Wherein g is_dv(x, y, z) is the smartphone three-axis acceleration, g, collected at a time_gv(x ', y ', z ') is the three-axis acceleration converted to the world coordinate system by the rotation matrix R, which is the rotation matrix.

Further, the rotation matrix of X, Y, Z in three directions is Rot (θ)_x)、Rot(θ_y)、Rot(θ_z) The angle of rotation of the smartphone about the X axis is called the pitch angle, and is denoted as θ_y(ii) a The angle of rotation about the Y axis is called the roll angle and is denoted as θ_z(ii) a The angle of rotation about the Z axis is called the azimuth angle, and is denoted as θ_xBy rotating the matrix Rot (θ)_y) Calibrating the positive Y-axis direction to the north orientation of the geomagnetic field, where Rot (theta)_x)、Rot(θ_y)、Rot(θ_z) As shown in formulas (1), (2) and (3),

further, the directions of the X axis and the Y axis in the world coordinate system do not represent the lateral acceleration and the longitudinal acceleration of the vehicle, and the vehicle needs to rotate around the Z axis to the initial azimuth again, and the rotation matrix R should satisfy:

R＝R_{initial value}×Rot(θ_z)^-1 (4)

If the angle of the Z-axis rotation satisfies equation (3), Rot (θ)_z)^-1Is shown as

And satisfy

Rot(θ_z)Rot(θ_z)^-1＝1 (6)。

Further, in the step (3), a moving average filtering method is adopted to perform smooth filtering processing on the data, and the moving average filtering method is realized by a recursive algorithm.

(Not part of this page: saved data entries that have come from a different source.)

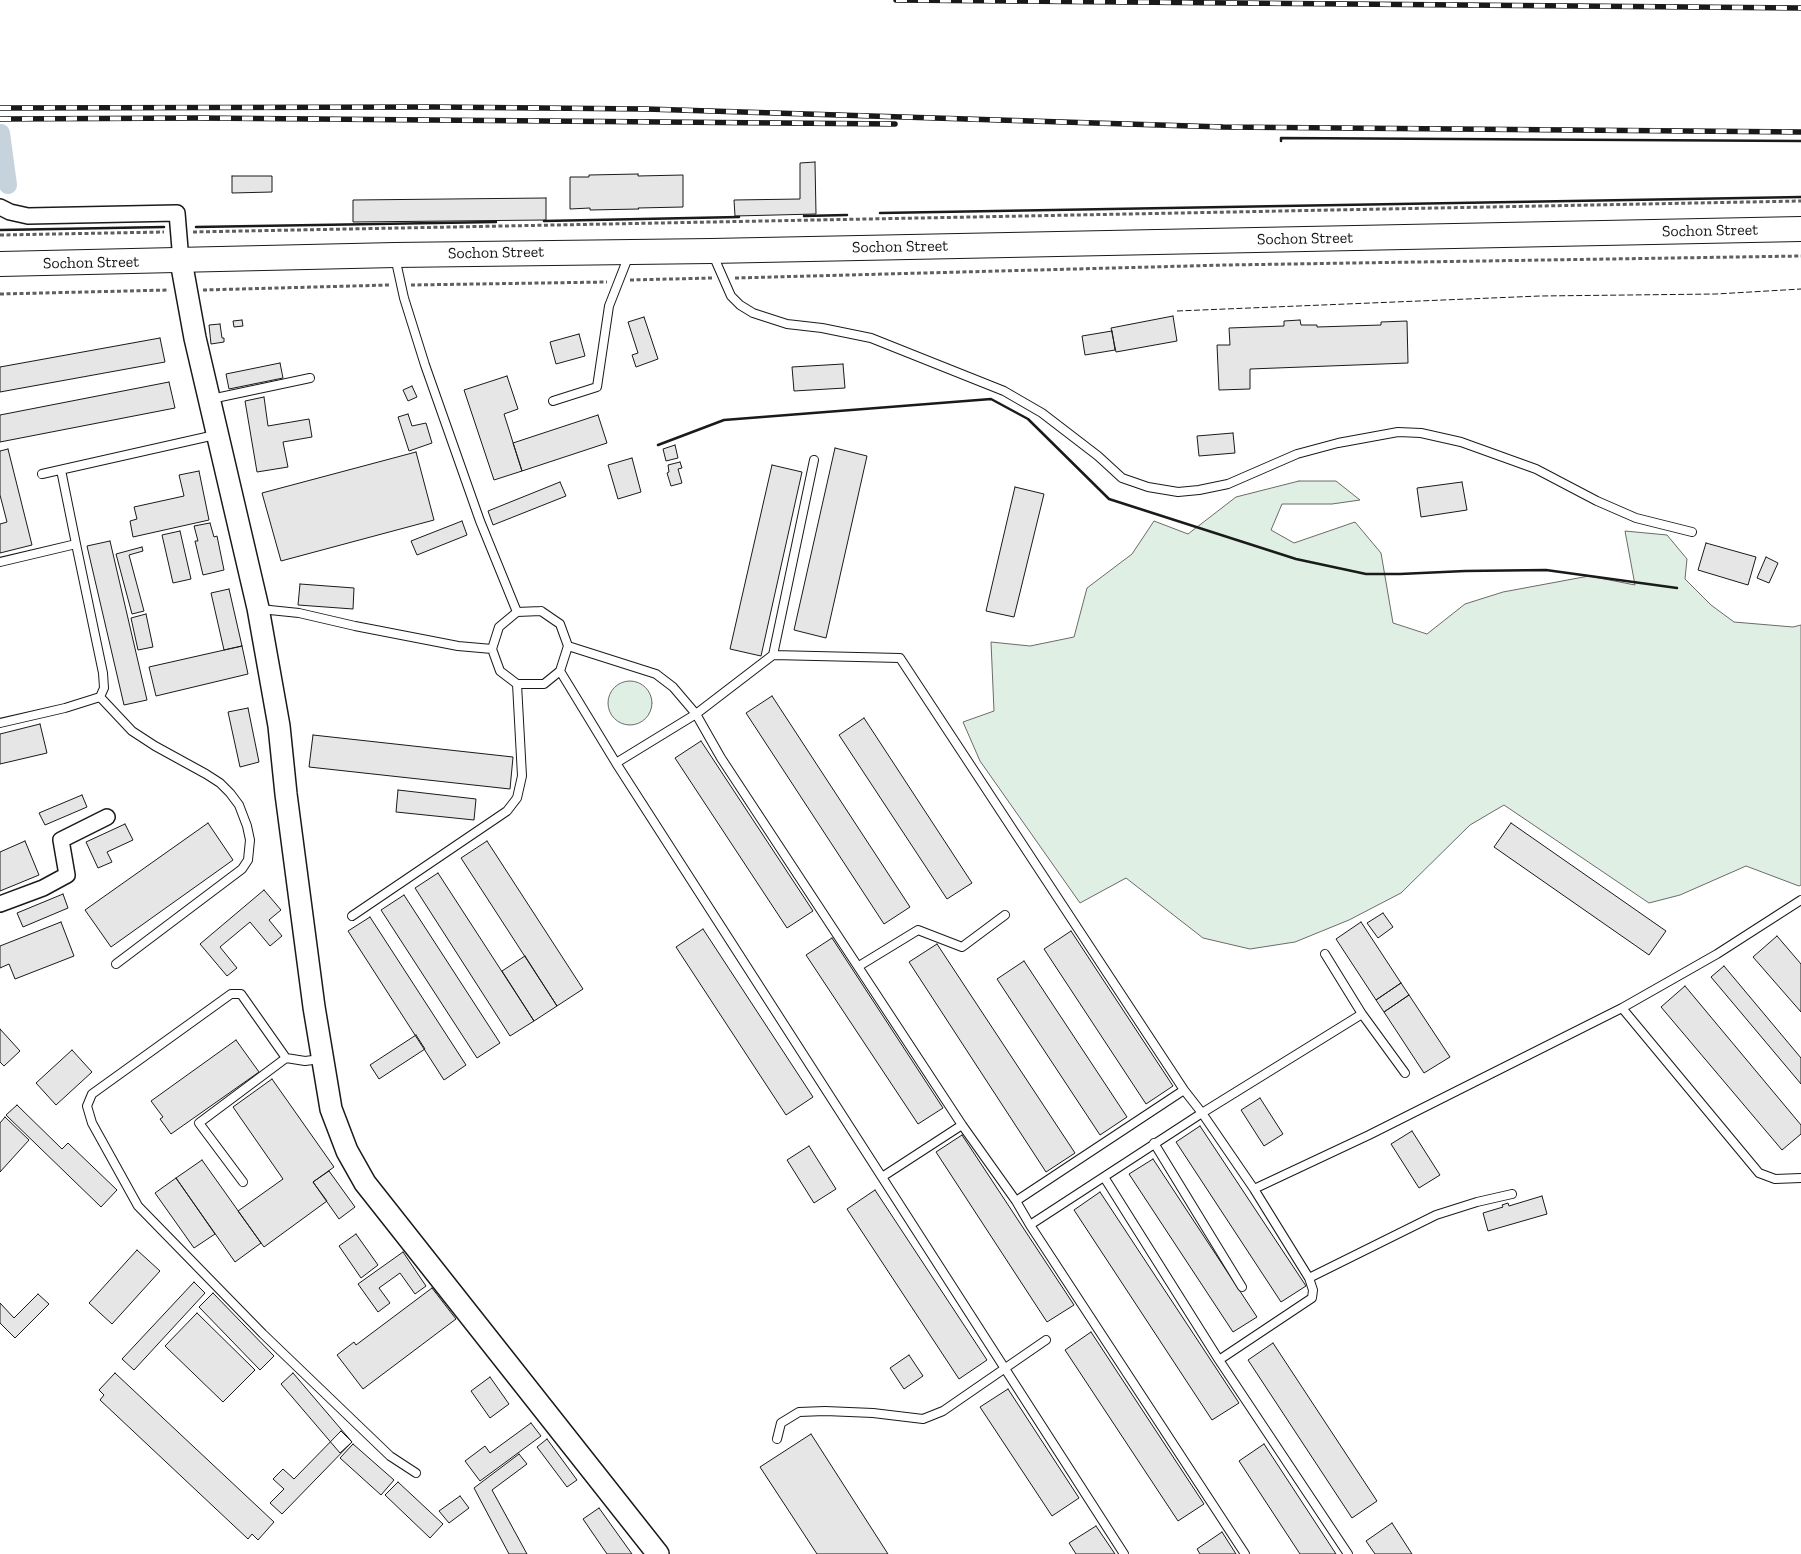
<!DOCTYPE html>
<html>
<head>
<meta charset="utf-8">
<style>
  body { margin:0 }
  canvas { display:block; background:#fff }
</style>
</head>
<body>
<canvas width="1801" height="1554"></canvas>
<script>
const ctx = document.querySelector('canvas').getContext('2d');
ctx.lineJoin = 'round';
function fill(path, color) {
  ctx.fillStyle = color;
  ctx.fill(path, 'evenodd');
}
function shape(rows) {
  const path = new Path2D();
  for (const r of rows) {
    if (r.length === 3) {
      path.moveTo(r[0] + r[2], r[1]);
      path.arc(r[0], r[1], r[2], 0, 2 * Math.PI);
      continue;
    }
    path.moveTo(r[0], r[1]);
    for (let i = 2; i < r.length; i += 2) path.lineTo(r[i], r[i + 1]);
  }
  return path;
}
function trace(path, color, width, dash) {
  ctx.strokeStyle = color;
  ctx.lineWidth = width;
  ctx.lineCap = dash ? 'butt' : 'round';
  ctx.setLineDash(dash || []);
  ctx.stroke(path);
}
function write(font, color, halo, rows, align = 'center') {
  ctx.font = font + ' "Zilla Slab",serif';
  ctx.lineWidth = 4;
  ctx.setLineDash([]);
  ctx.textBaseline = 'middle';
  ctx.strokeStyle = halo;
  ctx.fillStyle = color;
  for (const [text, x, y, turn = 0] of rows) {
    ctx.save();
    ctx.translate(x, y);
    ctx.rotate((+turn || 0) * Math.PI / 180);
    ctx.textAlign = isNaN(turn) ? turn : align;
    if (halo) ctx.strokeText(text, 0, 0);
    ctx.fillText(text, 0, 0);
    ctx.restore();
  }
}
const green = shape([
  [1299,481,1336,481,1360,500,1332,504,1282,504,1271,530,1294,543,1355,522,1381,553,1393,623,1427,634,1465,604,1503,592,1589,576,1635,585,1625,531,1667,535,1687,559,1685,579,1711,605,1734,622,1793,627,1801,625,1801,885,1799,886,1746,866,1680,895,1649,903,1504,805,1470,825,1401,893,1349,920,1295,942,1250,949,1203,938,1126,878,1080,903,980,761,963,722,994,711,991,642,1030,646,1074,637,1087,588,1132,554,1154,521,1188,534,1236,497,1299,481],
  [630,703,22]
]);
const canal = shape([
  [1,133,8,185]
]);
const building = shape([
  [815,162,816,214,735,216,734,200,800,199,800,163,815,162],
  [638,174,638,176,683,175,683,207,638,208,639,209,590,210,590,208,570,209,570,177,589,177,589,175,638,174],
  [232,176,272,176,272,192,232,193,232,176],
  [546,198,546,220,353,222,353,200,546,198],
  [1173,316,1177,341,1116,352,1111,328,1173,316],
  [644,317,658,359,636,367,632,355,638,353,628,322,644,317],
  [242,320,243,326,234,327,233,321,242,320],
  [1300,320,1301,325,1317,325,1317,327,1381,325,1381,322,1407,321,1408,363,1250,369,1250,389,1219,390,1217,345,1230,345,1229,328,1284,326,1284,321,1300,320],
  [220,324,222,338,224,338,224,342,211,344,209,325,220,324],
  [1112,331,1115,350,1085,355,1082,336,1112,331],
  [579,334,585,356,556,364,550,342,579,334],
  [160,338,165,362,0,392,0,367,160,338],
  [280,363,283,378,229,389,226,374,280,363],
  [843,364,845,388,794,391,792,367,843,364],
  [507,376,518,409,504,414,522,471,494,480,464,390,507,376],
  [169,382,175,408,0,442,0,415,169,382],
  [412,386,417,397,408,401,403,390,412,386],
  [264,397,268,426,309,419,312,437,283,442,288,467,257,472,245,401,264,397],
  [408,414,412,426,426,423,432,443,409,451,398,417,408,414],
  [598,415,607,443,522,471,513,443,598,415],
  [1233,433,1235,453,1199,456,1197,436,1233,433],
  [675,445,678,458,666,461,663,449,675,445],
  [835,448,867,456,826,638,794,630,835,448],
  [8,449,32,545,0,553,0,524,7,522,0,495,0,451,8,449],
  [416,452,434,520,281,561,262,493,416,452],
  [632,458,641,492,618,499,608,465,632,458],
  [680,462,682,468,678,469,682,483,671,486,667,473,669,472,668,465,680,462],
  [772,465,802,472,761,656,730,649,772,465],
  [199,471,209,520,133,537,130,521,137,519,134,507,184,496,179,475,199,471],
  [560,482,566,496,493,525,488,511,560,482],
  [1462,482,1467,510,1421,517,1417,488,1462,482],
  [1015,487,1044,494,1014,617,986,611,1015,487],
  [462,521,467,535,417,555,411,541,462,521],
  [210,523,214,537,217,536,224,570,203,575,195,541,198,541,194,526,210,523],
  [180,531,191,579,173,583,162,535,180,531],
  [110,541,147,700,124,705,87,546,110,541],
  [1706,543,1756,557,1748,585,1698,570,1706,543],
  [142,547,143,551,129,555,144,611,132,614,116,554,142,547],
  [1766,557,1778,563,1769,583,1757,578,1766,557],
  [300,584,354,588,353,609,298,605,300,584],
  [229,589,242,646,224,650,211,593,229,589],
  [146,614,153,647,138,650,131,618,146,614],
  [242,646,248,674,156,696,149,667,242,646],
  [772,696,910,907,884,924,746,713,772,696],
  [248,708,259,762,240,767,228,712,248,708],
  [864,718,972,883,947,899,839,735,864,718],
  [40,724,47,753,0,764,0,734,40,724],
  [313,735,513,757,510,789,309,767,313,735],
  [701,741,813,911,787,928,675,758,701,741],
  [398,790,476,799,474,820,396,812,398,790],
  [82,795,87,807,45,825,39,813,82,795],
  [208,823,233,860,111,947,85,910,208,823],
  [1511,823,1666,931,1649,955,1494,847,1511,823],
  [125,824,133,840,107,852,112,862,98,868,86,842,125,824],
  [25,841,39,875,0,891,0,852,25,841],
  [487,841,583,989,557,1006,461,858,487,841],
  [438,873,534,1021,510,1036,415,888,438,873],
  [264,890,281,910,269,920,282,936,270,946,250,922,220,947,237,968,227,976,200,944,264,890],
  [63,894,68,908,23,927,17,913,63,894],
  [404,895,500,1043,477,1058,381,910,404,895],
  [1383,913,1393,927,1378,938,1367,923,1383,913],
  [370,917,466,1065,444,1080,348,931,370,917],
  [61,922,74,956,15,979,9,964,0,968,0,946,61,922],
  [1361,922,1401,983,1376,1000,1336,939,1361,922],
  [703,929,813,1097,786,1115,676,947,703,929],
  [1071,931,1173,1086,1146,1104,1044,949,1071,931],
  [1777,936,1801,964,1801,1012,1753,957,1777,936],
  [832,938,943,1108,918,1124,806,955,832,938],
  [937,944,1075,1153,1046,1172,909,962,937,944],
  [525,956,557,1006,534,1021,502,971,525,956],
  [1024,961,1127,1117,1100,1135,997,979,1024,961],
  [1724,966,1801,1058,1801,1084,1711,977,1724,966],
  [1401,983,1409,995,1384,1012,1376,1000,1401,983],
  [1685,986,1801,1125,1801,1134,1782,1150,1661,1007,1685,986],
  [1409,995,1450,1057,1424,1073,1384,1012,1409,995],
  [0,1029,20,1051,4,1066,0,1062,0,1029],
  [416,1035,425,1049,379,1079,370,1065,416,1035],
  [236,1040,259,1072,171,1134,160,1119,163,1117,151,1101,236,1040],
  [72,1050,92,1072,56,1105,36,1083,72,1050],
  [272,1079,334,1167,313,1182,327,1201,264,1247,238,1211,283,1179,233,1107,272,1079],
  [1260,1098,1283,1134,1264,1146,1241,1110,1260,1098],
  [17,1105,62,1149,68,1143,117,1190,101,1207,6,1115,17,1105],
  [5,1117,29,1140,0,1172,0,1123,5,1117],
  [1200,1126,1306,1286,1281,1302,1176,1142,1200,1126],
  [1412,1131,1440,1175,1419,1188,1391,1144,1412,1131],
  [962,1135,1074,1305,1047,1322,936,1152,962,1135],
  [809,1146,836,1189,814,1203,787,1160,809,1146],
  [1153,1159,1257,1317,1233,1332,1129,1174,1153,1159],
  [202,1160,261,1243,235,1262,176,1178,202,1160],
  [329,1171,355,1207,339,1219,313,1182,329,1171],
  [176,1178,215,1234,194,1248,155,1193,176,1178],
  [875,1190,987,1360,959,1379,847,1209,875,1190],
  [1100,1192,1239,1403,1212,1420,1074,1210,1100,1192],
  [1542,1196,1547,1214,1488,1231,1483,1213,1503,1207,1502,1205,1508,1203,1509,1206,1542,1196],
  [356,1234,378,1265,361,1278,339,1246,356,1234],
  [137,1250,160,1271,112,1324,89,1303,137,1250],
  [403,1252,426,1286,415,1294,400,1273,379,1288,390,1303,378,1312,358,1284,403,1252],
  [194,1282,205,1293,134,1370,122,1359,194,1282],
  [432,1288,456,1319,363,1389,337,1355,354,1342,356,1345,432,1288],
  [213,1293,274,1356,260,1370,199,1307,213,1293],
  [38,1294,49,1304,15,1338,0,1323,0,1303,14,1318,38,1294],
  [197,1313,255,1370,223,1402,165,1346,197,1313],
  [1091,1332,1204,1504,1178,1521,1065,1350,1091,1332],
  [1273,1343,1377,1501,1352,1518,1248,1360,1273,1343],
  [909,1355,923,1376,904,1389,890,1368,909,1355],
  [115,1373,274,1522,258,1540,252,1534,248,1539,100,1400,104,1395,99,1390,115,1373],
  [293,1373,352,1442,340,1453,281,1384,293,1373],
  [490,1377,509,1404,490,1418,471,1391,490,1377],
  [1008,1389,1079,1498,1052,1516,980,1407,1008,1389],
  [531,1423,541,1436,480,1481,465,1461,485,1446,490,1453,531,1423],
  [341,1431,352,1442,282,1514,270,1503,284,1489,273,1479,283,1469,294,1479,341,1431],
  [811,1434,888,1554,817,1554,760,1467,811,1434],
  [547,1439,577,1480,567,1487,537,1447,547,1439],
  [353,1444,394,1480,381,1495,340,1458,353,1444],
  [1264,1444,1336,1554,1300,1554,1239,1461,1264,1444],
  [519,1454,527,1464,492,1490,527,1554,509,1554,474,1488,519,1454],
  [398,1482,443,1524,430,1538,385,1495,398,1482],
  [460,1496,469,1508,449,1523,439,1511,460,1496],
  [599,1508,632,1554,607,1554,583,1519,599,1508],
  [1392,1523,1412,1554,1375,1554,1366,1541,1392,1523],
  [1096,1526,1115,1554,1076,1554,1069,1543,1096,1526],
  [1222,1532,1236,1554,1200,1554,1197,1549,1222,1532]
]);
const path = shape([
  [193,232,1801,201],
  [0,235,164,232],
  [735,278,1226,265,1801,256],
  [630,280,712,278],
  [411,285,607,282],
  [203,290,389,285],
  [0,294,169,290]
]);
const lane = shape([
  [713,255,731,296,740,305,753,313,787,324,822,328,871,338,1004,391,1042,413,1098,456,1122,478,1148,487,1178,492,1199,490,1228,484,1297,454,1338,443,1398,432,1421,433,1461,442,1536,469,1597,501,1636,518,1692,532],
  [395,257,404,298,425,365,480,521,517,612],
  [211,399,310,378],
  [553,401,597,387,609,306,629,255],
  [42,474,215,435],
  [0,562,76,544,61,470],
  [260,609,299,613,355,626,458,646,492,649],
  [541,611,560,624,568,646,560,671,544,684,517,684,500,671,492,649,499,627,517,612,541,611],
  [568,646,656,674,673,687,696,714,773,655,900,658,1184,1090,1202,1113,1362,1014],
  [773,655,814,460],
  [560,671,616,763,1124,1554],
  [100,697,132,731,155,746,206,774,220,783,230,793,239,805,247,826,250,840,248,860,242,869,116,964],
  [0,723,65,708,100,697,104,688,103,673,76,544],
  [616,763,696,714,721,758,962,1125,1016,1201],
  [352,916,507,811,517,798,522,776,517,684],
  [1325,954,1362,1014,1405,1073],
  [859,966,918,930,962,947,1005,915],
  [1622,1008,1759,1173,1775,1179,1801,1178],
  [321,1059,305,1061,286,1058,241,994,231,994,92,1094,87,1106,92,1123,138,1206,263,1334,390,1456,416,1473],
  [1184,1090,1016,1201,1030,1225,1202,1113,1254,1189,1309,1278,1436,1215,1477,1202,1512,1194],
  [1154,1143,1242,1287],
  [882,1177,962,1125],
  [1104,1177,1219,1360,1348,1554],
  [243,1182,199,1123,286,1058],
  [1254,1189,1369,1135,1622,1008,1717,954,1801,900],
  [1030,1225,1245,1554],
  [1219,1360,1312,1298,1313,1290,1309,1278],
  [777,1439,781,1423,799,1412,825,1411,873,1413,923,1419,943,1411,1046,1340]
]);
const street = shape([
  [0,207,10,212,28,216,177,213,181,261],
  [0,904,43,888,67,875,61,840,107,817]
]);
const secondary = shape([
  [181,261,195,338,258,608,279,726,286,794,314,1007,331,1109,347,1151,365,1183,658,1554]
]);
const primary = shape([
  [0,264,395,255,711,251,1801,229]
]);
const rail = shape([
  [896,0,1801,8],
  [0,108,434,107,646,109,1223,127,1801,132],
  [0,119,198,118,895,124]
]);
const fence = shape([
  [1177,311,1540,296,1716,294,1801,289]
]);
const wall = shape([
  [1281,141,1281,138,1801,141],
  [880,213,1801,197],
  [804,216,847,215],
  [544,221,739,217],
  [196,227,496,222],
  [0,230,164,227],
  [658,445,724,420,991,399,1028,419,1109,499,1296,559,1366,574,1400,574,1465,571,1546,570,1677,588]
]);
const streetNames = [
  ["Sochon Street",1710,231,-1],
  ["Sochon Street",1305,239,-1],
  ["Sochon Street",900,247,-1],
  ["Sochon Street",496,253,-1],
  ["Sochon Street",91,263,-1]
];
fill(green, '#e0efe3');
trace(green, '#6a6a6a', 1);
trace(canal, '#c6d2dc', 18);
fill(building, '#e6e6e6');
trace(building, '#1a1a1a', 1);
trace(lane, '#1a1a1a', 10);
trace(street, '#1a1a1a', 18);
trace(secondary, '#1a1a1a', 24);
trace(primary, '#1a1a1a', 26);
trace(path, '#5f5f5f', 3, [4, 2.5]);
trace(lane, '#fff', 8);
trace(street, '#fff', 15);
trace(secondary, '#fff', 21);
trace(primary, '#fff', 24);
trace(rail, '#1a1a1a', 5.5);
trace(rail, '#fff', 4, [11]);
trace(fence, '#1a1a1a', 1, [6, 2.5]);
trace(wall, '#1a1a1a', 2.5);
write('16px', '#1a1a1a', '#fff', streetNames);
</script>
</body>
</html>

Further, the moving average filtering method specifically includes:

for a given time response sequence:

x⁽⁰⁾＝[x⁽⁰⁾(1)，x⁽⁰⁾(2)，，… x⁽⁰⁾(n)] (8)

wherein n is the number of data;

performing a moving average process, and processing the endpoint data according to the following formula:

the intermediate point data is processed by the following formula:

furthermore, during the actual movement of the vehicle A, the vehicle runs on the ground at a speed v, the ground is taken as a reference object, the displacement of the vehicle is accumulated according to the formula (12),

in the formula: p_xIs a discretized displacement sequence; w is the vehicle length.

Further, the vehicle a runs on an infinitely long train B running at a constant speed V,

if the vehicle A and the train use B as a motion reference coordinate system, the displacement x of the A relative to the B is considered, and the time T of the vehicle edge of the vehicle A and the train B reaching the same point of the earth coordinate system is calculated_iAnd T₀The calculation method is as follows:

the A and B movement methods are the same, then T_i<T₀Therefore, it is

Therefore, it is

The displacement of a relative to B during this time period is:

if the moving methods of the vehicle A and the train B are opposite, T_i>T₀Therefore, it is

Therefore, it is

The displacement of a relative to B during this time period is:

further, the specific algorithm of the BP neural network calculation model is as follows:

the input of the model input node is x_jThe output of the model is then represented as:

in the formula: omega_ijIs the connection weight; theta_iIs the node threshold.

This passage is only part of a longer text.